Cricket has been India’s passion ever since we lifted the World Cup in 1983. We wonder if Emraan too is mad about cricket? “I used to watch a lot of cricket in my school days but somehow I stopped it. I loved sitting with the family and watching the game, especially the India-Pakistan matches. But there was something bad about cricket in the 90s and I don’t know, it kind of phased out. It wasn’t fun anymore.”
He is right. One of India’s most successful cricket captains had shamed his country and the game that gave him fame, by fixing one-day matches. Mohammad Azharuddin was banned for life by the cricket board after he admitted to taking money for throwing away matches. His marriage to Sangeeta Bijlani came to a shocking end, when reports of Azhar having an affair with Jwala Gutta surfaced. So, will the film be a tell-all? Emraan smiles, initially reluctant, but eventually gives a small teaser, “We will keep you guessing on that. He has many shades to him and it’s a tough job putting that all together in a 2-hour film. We are going to make it worth those two hours because there is so much in his life.”
Moving to his other films, his latest sci-fi flick Mr X where he plays an invisible man has just been released. He teams up with Vikram Bhatt again after Raaz 3D which was a hit. Elated with the response so far he gives his perspective. “It belongs to the genre of the invisible man. I am a big fan of Mr India. Vikram had bounced off the subject. I wanted to play this guy and I didn’t have to turn up on the sets much. But there is a different twist to the invisible concept. Not many films in the world have been made on this genre.”
The man who owns a penthouse in Bandra, got his name and fame with the erotica genre produced by his uncle Mahesh Bhatt.
But after the success of The Dirty Picture and Raaz 3D, when the industry thought his career would reach a new high, it took a drastic U-turn. Shanghai, Ek Thi Daayan, Raja Natwarlal and Ungli, all tanked at the box office one after another. With the growing competition does he feel the heat? He speaks in an assertive tone, completely zen-like, unaffected by all the Fridays that define an actor’s career. “I never feel the heat and I am always detached with the failures and successes. I think both come with equal amount of baggage. It’s an actor’s job to keep moving and not see as a fall in any way. It’s an event and it shouldn’t define you. A success can also be equally disastrous as failures, it depends how you take them.”
He has a point. Because after the super success of The Dirty Picture, nothing of him changed. He remained the same humble guy. He adds, “You won’t even see me changed after a failure. I don’t see it that way. I still feel this is the best time for me. I am being clearer with each film, which is going out. I am not a traditional actor and I take more risks than other actors. Films don’t work for their own reasons. Things don’t come together sometimes. Sometimes good films don’t work, it’s scary.
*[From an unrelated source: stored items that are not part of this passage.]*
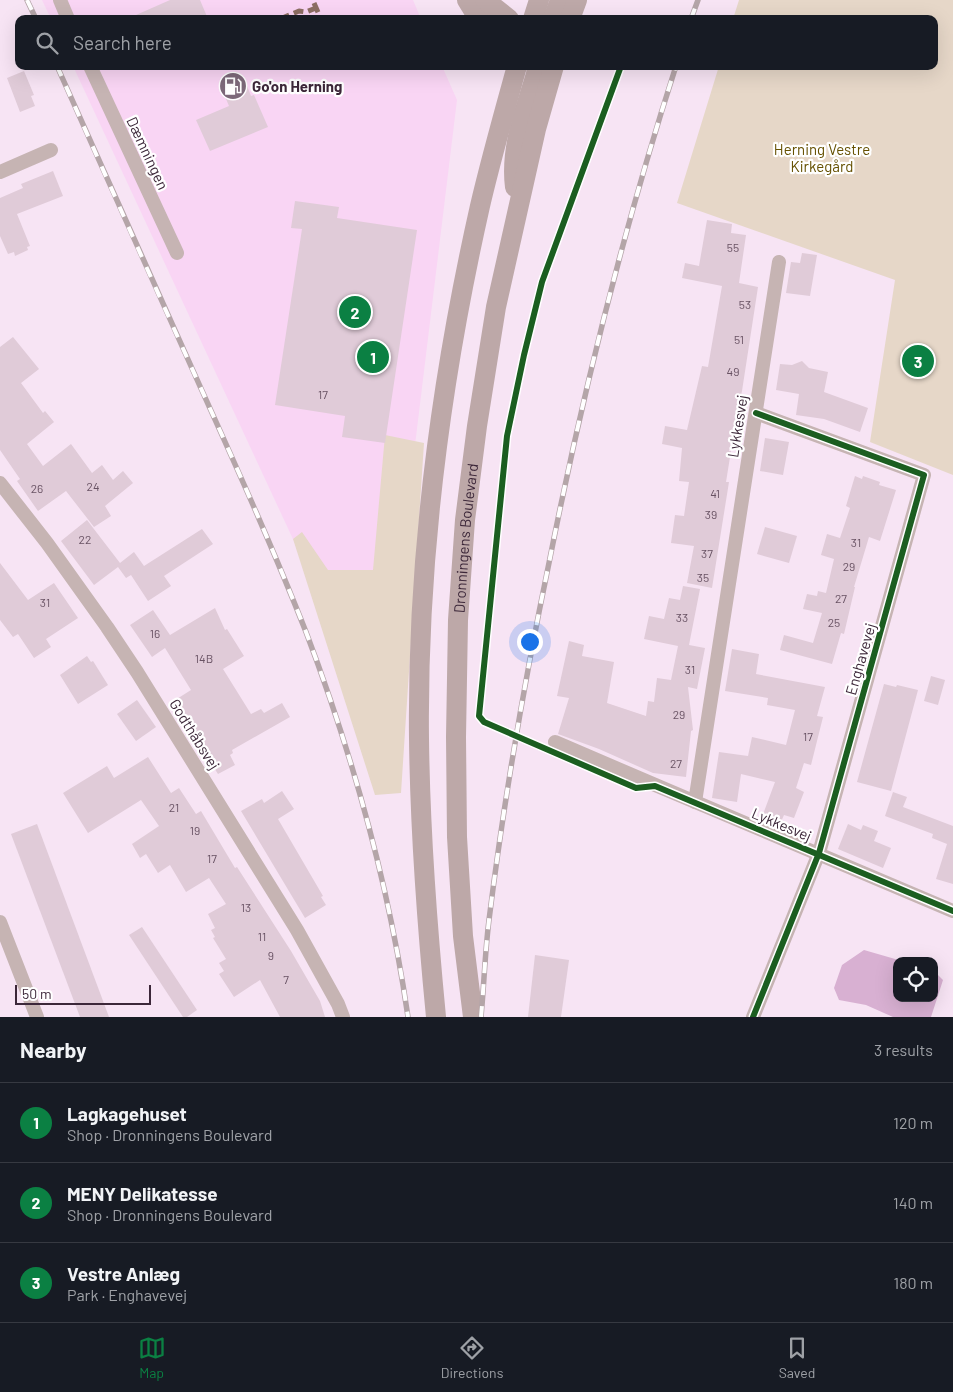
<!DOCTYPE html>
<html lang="en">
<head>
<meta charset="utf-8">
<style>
	body { margin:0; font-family:Barlow,sans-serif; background:#20242c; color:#f1f3f6 }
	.controls { position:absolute; right:15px; bottom:15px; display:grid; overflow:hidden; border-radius:10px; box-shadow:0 5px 20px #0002 }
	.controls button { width:45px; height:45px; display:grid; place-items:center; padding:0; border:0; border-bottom:1px solid #363941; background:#171b24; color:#f1f3f6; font:25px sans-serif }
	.scale { position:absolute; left:15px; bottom:12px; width:136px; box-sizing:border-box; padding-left:5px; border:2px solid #3c2739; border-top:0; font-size:14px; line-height:18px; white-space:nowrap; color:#3c2739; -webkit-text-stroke:4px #fff; paint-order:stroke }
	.you { position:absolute; left:529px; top:641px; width:18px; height:18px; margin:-12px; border:4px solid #fff; border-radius:50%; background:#1a73e8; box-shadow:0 0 0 8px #1a73e833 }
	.badge { display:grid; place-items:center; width:32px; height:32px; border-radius:50%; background:#0b8043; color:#fff; font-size:16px; font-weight:700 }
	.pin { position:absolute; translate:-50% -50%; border:2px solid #fff; box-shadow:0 1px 5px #0006 }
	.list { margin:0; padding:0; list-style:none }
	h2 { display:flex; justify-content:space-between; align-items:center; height:65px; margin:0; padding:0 20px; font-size:21px }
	h2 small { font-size:16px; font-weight:400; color:#9ea1a6 }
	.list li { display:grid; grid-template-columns:32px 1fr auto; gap:15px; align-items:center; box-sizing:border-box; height:80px; padding:0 20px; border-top:1px solid #363941 }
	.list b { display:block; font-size:19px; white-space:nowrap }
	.list p { margin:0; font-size:16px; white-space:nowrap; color:#9ea1a6 }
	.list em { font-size:16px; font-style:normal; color:#9ea1a6 }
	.icon { flex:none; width:28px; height:28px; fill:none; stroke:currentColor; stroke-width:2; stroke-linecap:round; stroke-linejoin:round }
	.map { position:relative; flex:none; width:953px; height:1017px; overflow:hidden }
	.search { position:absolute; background:#171b24; box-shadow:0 5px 20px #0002; left:15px; right:15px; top:15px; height:55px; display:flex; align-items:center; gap:12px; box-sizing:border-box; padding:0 18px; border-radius:10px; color:#9ea1a6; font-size:19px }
	.sheet { height:305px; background:#171b24 }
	nav { display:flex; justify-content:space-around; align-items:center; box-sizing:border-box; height:70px; border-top:1px solid #363941; background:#171b24; font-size:14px; color:#9ea1a6 }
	nav a { display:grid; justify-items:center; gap:2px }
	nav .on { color:#0b8043 }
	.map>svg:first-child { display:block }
	.built { fill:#f9d5f4 }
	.green { fill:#e6d7c8 }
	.water { fill:#d8b0d2 }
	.building { fill:#e0cbd8 }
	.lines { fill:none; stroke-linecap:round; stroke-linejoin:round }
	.minor { stroke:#c6b4b3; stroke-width:14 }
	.secondary { stroke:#bda8a8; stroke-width:20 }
	.rail-casing { stroke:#b4a5a8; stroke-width:5.5 }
	.rail { stroke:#fff; stroke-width:4; stroke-dasharray:11; stroke-linecap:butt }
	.quiet { stroke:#8d6e63; stroke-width:5; stroke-dasharray:10 5; stroke-linecap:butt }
	.cycleway-casing { stroke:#fff; stroke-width:9 }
	.cycleway { stroke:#1b5e20; stroke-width:6 }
	.labels { text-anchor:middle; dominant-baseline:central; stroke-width:4.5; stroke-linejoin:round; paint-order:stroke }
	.number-label { font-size:12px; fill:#685263 }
	.poi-label { font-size:15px; font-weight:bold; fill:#3c2739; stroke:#fff; text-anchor:start }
	.park-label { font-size:15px; fill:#655000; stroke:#fff }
	.street-label { font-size:15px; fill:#3c2739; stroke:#fff }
</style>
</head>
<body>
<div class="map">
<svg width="953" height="1017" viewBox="0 0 953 1017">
	<rect width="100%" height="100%" fill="#f7e4f4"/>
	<!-- built -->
	<g class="built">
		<path d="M42,0H413L421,19H51Z"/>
		<path d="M73,66H442L457,100L398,585L312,580Z"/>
	</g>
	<!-- green -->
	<g class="green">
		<path d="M739,0H953V475L870,442L895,280L677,203L719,66H934V19H733Z"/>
		<path d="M385,435L424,443L401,793L375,795L293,539L302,532L328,570H373Z"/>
	</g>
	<!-- water -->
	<path class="water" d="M864,950L902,961H897V998H934V971L943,980L931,1017H893L866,1005L839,1000L834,988L842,965Z"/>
	<!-- building -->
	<g class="building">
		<path d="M170,0H200L208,19H127Z"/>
		<path d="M24,71L34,95L31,96L35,106L20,112L7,78Z"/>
		<path d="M244,78L251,96L254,95L268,127L210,151L196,120L229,106L221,87Z"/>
		<path d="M53,171L63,196L17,214L30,246L27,247L28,250L15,256L14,252L8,254L0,236V198L23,188L21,184Z"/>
		<path d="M295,201L339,207L337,218L417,230L385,443L342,437L345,416L275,405L302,229L291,228Z"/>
		<path d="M707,220L732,224L731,233L746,235L739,283L758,287L742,391L729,451H731L726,482H729L712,588L687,583L694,546L671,543L675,515L684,516L689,482L679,481L682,448L662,444L665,426L687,430L702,366L708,367L722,286L682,278L685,263L699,266Z"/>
		<path d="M802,253L817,255L810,296L786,293L791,262L800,263Z"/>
		<path d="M13,337L39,369L21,383L43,413L45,411L54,422L27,444L43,466L71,444L92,473L102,465L113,480L123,471L133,483L105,506L111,516L94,527L66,491L38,511L17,481L20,479L0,450V347Z"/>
		<path d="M802,361L809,368L828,372L824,392L868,408L860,432L824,419L796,415L799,394L776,390L780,364L792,365Z"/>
		<path d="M765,438L789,442L783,475L760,471Z"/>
		<path d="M855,476L862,479L863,476L880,482L879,485L896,490L880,541L869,537L854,587H855L844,634L841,633L832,664L780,650L784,635L813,643L822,613L803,609L807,594L817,596L818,591L826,593L834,559L821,555L827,534L840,538L850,508L846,506Z"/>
		<path d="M87,520L120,563L134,552L144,566L202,529L213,544L164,576L171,586L148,601L131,575L126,578L118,567L94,585L61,541Z"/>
		<path d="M765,527L797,536L789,563L757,554Z"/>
		<path d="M0,563L28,600L54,583L78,618L46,639L51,647L34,658L18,634L13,637L0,620Z"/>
		<path d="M683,586L700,589L689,645L705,648L697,689L688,687L693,730L691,731L686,777L653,773L599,749L558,734L569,698L557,696L569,641L584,645L582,656L614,662L607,703L646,716L648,701L654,702L657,678L671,680L678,646L644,639L649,616L664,619L669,598L680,600Z"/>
		<path d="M215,608L225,630L227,629L244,656L223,669L251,714L261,709L264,713L282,703L290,717L232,750L233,753L230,755L235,765L218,774L172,702L191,690L165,648L152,657L130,625L153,610L170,635Z"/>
		<path d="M732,649L759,654L756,674L825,687L817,716L823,717L811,765L804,763L796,788L804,792L794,818L784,815L780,824L762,817L775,782L741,774L737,802L712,798L719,752L748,756L752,737L786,745L795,710L767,705L768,698L725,691Z"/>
		<path d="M87,656L91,662L93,661L108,685L78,704L60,675Z"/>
		<path d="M931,676L945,680L938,705L924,701Z"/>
		<path d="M884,684L896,687L897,685L918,690L891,791L857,782Z"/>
		<path d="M137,700L156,727L136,741L117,714Z"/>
		<path d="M148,757L171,793L179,788L196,814L201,811L235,868L237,867L291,951L320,1001L325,1017H280L260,980L234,997L219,974L224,971L219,963L226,959L213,938L215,937L211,930L215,928L208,914L226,904L209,878L186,892L170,865L158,873L146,854L140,858L132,844L159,826L141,800L88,833L63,793L107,766L114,778Z"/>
		<path d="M282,791L294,809L278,819L323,896L321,897L326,905L305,918L241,811L262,799L264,803Z"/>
		<path d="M893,792L907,797L903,807L953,826V884L936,879L947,844L932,838L933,834L885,816Z"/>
		<path d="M37,824L109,1017H80L11,834Z"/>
		<path d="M848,824L861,830L863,825L878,831L874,841L891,848L883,868L838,849Z"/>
		<path d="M142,927L197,1010L187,1017H183L129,935Z"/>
		<path d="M535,955L569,960L561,1017H528Z"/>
	</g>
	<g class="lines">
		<!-- minor -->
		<g class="minor">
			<path d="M60,0L68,19"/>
			<path d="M90,66L177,253"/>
			<path d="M0,172L51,150"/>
			<path d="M0,483L47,543L107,627L137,672L297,930L338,1004L343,1017"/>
			<path d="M555,742L660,787L953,911"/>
			<path d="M695,802L779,262"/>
			<path d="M0,922L37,1017"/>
			<path d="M753,1017L819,853L924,475L756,413"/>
		</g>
		<!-- secondary -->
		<g class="secondary">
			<path d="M467,0L475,13L482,19"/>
			<path d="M485,0L509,19"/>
			<path d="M533,19L539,0"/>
			<path d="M553,19L560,0"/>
			<path d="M570,19L577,0"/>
			<path d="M515,187C510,148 525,111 536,74L537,66"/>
			<path d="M436,1017C427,924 420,831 419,738C417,560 441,379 480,206C491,159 504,113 517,66"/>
			<path id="s1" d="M473,1017L463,936L457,837L456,737L458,620L465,520L477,426L496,307L536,129L554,66"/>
		</g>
		<!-- rail casing -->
		<g class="rail-casing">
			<g id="rail">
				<path d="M27,0L36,19"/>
				<path d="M691,19L698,0"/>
				<path d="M57,66C104,172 151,278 199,384C236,466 273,548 306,632C353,756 389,886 408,1017"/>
				<path d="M481,1017C484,985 485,952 489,920C504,799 525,678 550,558C583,392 624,227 676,66"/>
			</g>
		</g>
		<!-- rail -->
		<use href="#rail" class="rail"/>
		<!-- quiet -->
		<g class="quiet">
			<path d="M314,3L321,19"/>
			<path d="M280,19L299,11L306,12L316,8"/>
		</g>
		<!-- cycleway casing -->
		<g class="cycleway-casing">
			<g id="cycleway">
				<path d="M621,66L542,282L524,355L507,436L479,716L484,722L636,788L655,786L953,911"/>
				<path d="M753,1017L819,853L924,475L756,413"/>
			</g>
		</g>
		<!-- cycleway -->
		<use href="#cycleway" class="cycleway"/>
	</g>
	<!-- icons -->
	<defs>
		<g id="fuel-disc" transform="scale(1.4375)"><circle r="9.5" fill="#7d697a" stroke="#fff"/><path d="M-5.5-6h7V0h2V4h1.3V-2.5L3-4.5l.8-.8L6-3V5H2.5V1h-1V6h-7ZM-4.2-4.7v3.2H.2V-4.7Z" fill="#fff"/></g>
	</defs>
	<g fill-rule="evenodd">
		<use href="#fuel-disc" x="233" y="86"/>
	</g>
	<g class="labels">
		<!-- number labels -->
		<g class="number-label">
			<text x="733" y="247">55</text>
			<text x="745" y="304">53</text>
			<text x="739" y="339">51</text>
			<text x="733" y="371">49</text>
			<text x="323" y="394">17</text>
			<text x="93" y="486">24</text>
			<text x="37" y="488">26</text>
			<text x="715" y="493">41</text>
			<text x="711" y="514">39</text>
			<text x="85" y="539">22</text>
			<text x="856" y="542">31</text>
			<text x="707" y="553">37</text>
			<text x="849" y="566">29</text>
			<text x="703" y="577">35</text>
			<text x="841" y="598">27</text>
			<text x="45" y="602">31</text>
			<text x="682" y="617">33</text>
			<text x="834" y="622">25</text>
			<text x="155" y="633">16</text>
			<text x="204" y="658">14B</text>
			<text x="690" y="669">31</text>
			<text x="679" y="714">29</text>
			<text x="808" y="736">17</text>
			<text x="676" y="763">27</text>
			<text x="174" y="807">21</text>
			<text x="195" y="830">19</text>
			<text x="212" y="858">17</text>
			<text x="246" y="907">13</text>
			<text x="262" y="936">11</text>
			<text x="271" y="955">9</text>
			<text x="286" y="979">7</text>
		</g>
		<!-- poi labels -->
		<g class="poi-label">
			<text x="252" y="86">Go'on Herning</text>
		</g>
		<!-- park labels -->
		<g class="park-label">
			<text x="822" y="149">Herning Vestre<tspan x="822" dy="17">Kirkegård</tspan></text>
		</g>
		<!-- street labels -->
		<g class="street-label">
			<text transform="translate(148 153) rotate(65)">Dæmningen</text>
			<text transform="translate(737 426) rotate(-81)">Lykkesvej</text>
			<text stroke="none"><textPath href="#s1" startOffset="480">Dronningens Boulevard</textPath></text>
			<text transform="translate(860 659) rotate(-74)">Enghavevej</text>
			<text transform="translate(195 734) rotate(58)">Godthåbsvej</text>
			<text transform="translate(782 824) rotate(23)">Lykkesvej</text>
		</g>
	</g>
</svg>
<div class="controls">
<button><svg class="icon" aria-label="locate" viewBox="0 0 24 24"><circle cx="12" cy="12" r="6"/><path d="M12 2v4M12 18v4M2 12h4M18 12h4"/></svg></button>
</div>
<div class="scale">50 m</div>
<div class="you"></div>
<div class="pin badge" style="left:373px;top:357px">1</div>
<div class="pin badge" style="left:355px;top:312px">2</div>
<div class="pin badge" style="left:918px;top:361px">3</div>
<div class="search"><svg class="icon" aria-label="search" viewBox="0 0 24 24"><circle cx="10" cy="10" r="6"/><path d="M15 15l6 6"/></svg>Search here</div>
</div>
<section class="sheet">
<h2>Nearby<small>3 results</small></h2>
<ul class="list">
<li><span class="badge">1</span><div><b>Lagkagehuset</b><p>Shop · Dronningens Boulevard</p></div><em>120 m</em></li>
<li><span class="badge">2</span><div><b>MENY Delikatesse</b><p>Shop · Dronningens Boulevard</p></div><em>140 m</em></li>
<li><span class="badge">3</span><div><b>Vestre Anlæg</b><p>Park · Enghavevej</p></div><em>180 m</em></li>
</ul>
</section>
<nav>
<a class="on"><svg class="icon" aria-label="map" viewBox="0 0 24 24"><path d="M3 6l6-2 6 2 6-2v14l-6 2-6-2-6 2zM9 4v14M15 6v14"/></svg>Map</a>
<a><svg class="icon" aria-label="directions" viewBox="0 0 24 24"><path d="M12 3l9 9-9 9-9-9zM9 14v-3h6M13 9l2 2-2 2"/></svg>Directions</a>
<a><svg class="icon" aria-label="saved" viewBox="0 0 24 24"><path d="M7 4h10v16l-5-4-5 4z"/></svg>Saved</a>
</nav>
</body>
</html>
One would imagine content would work but then there are other things like the film didn’t release at the right time, marketing wasn’t right, songs were not good. All this is not in the hands of the actor.”
Just then, he answers one phone call and tells the other person politely that he will call back right away.
After a pause he looks up and says something, which defines how he picks his movies. “You just take a swing at it if you like the script. Sometimes you miss the ball but if you keep standing there and keep at it, you will hit a home run.”Speaking of hitting the home run, for the biopic, whatever he will do to mould himself for the role, one thing he dare not get wrong is Azhar’s trademark use of his wrist to play the flick shot. He nods in agreement and says, “I have been practising that for a long time now. My wrist has already become sore.”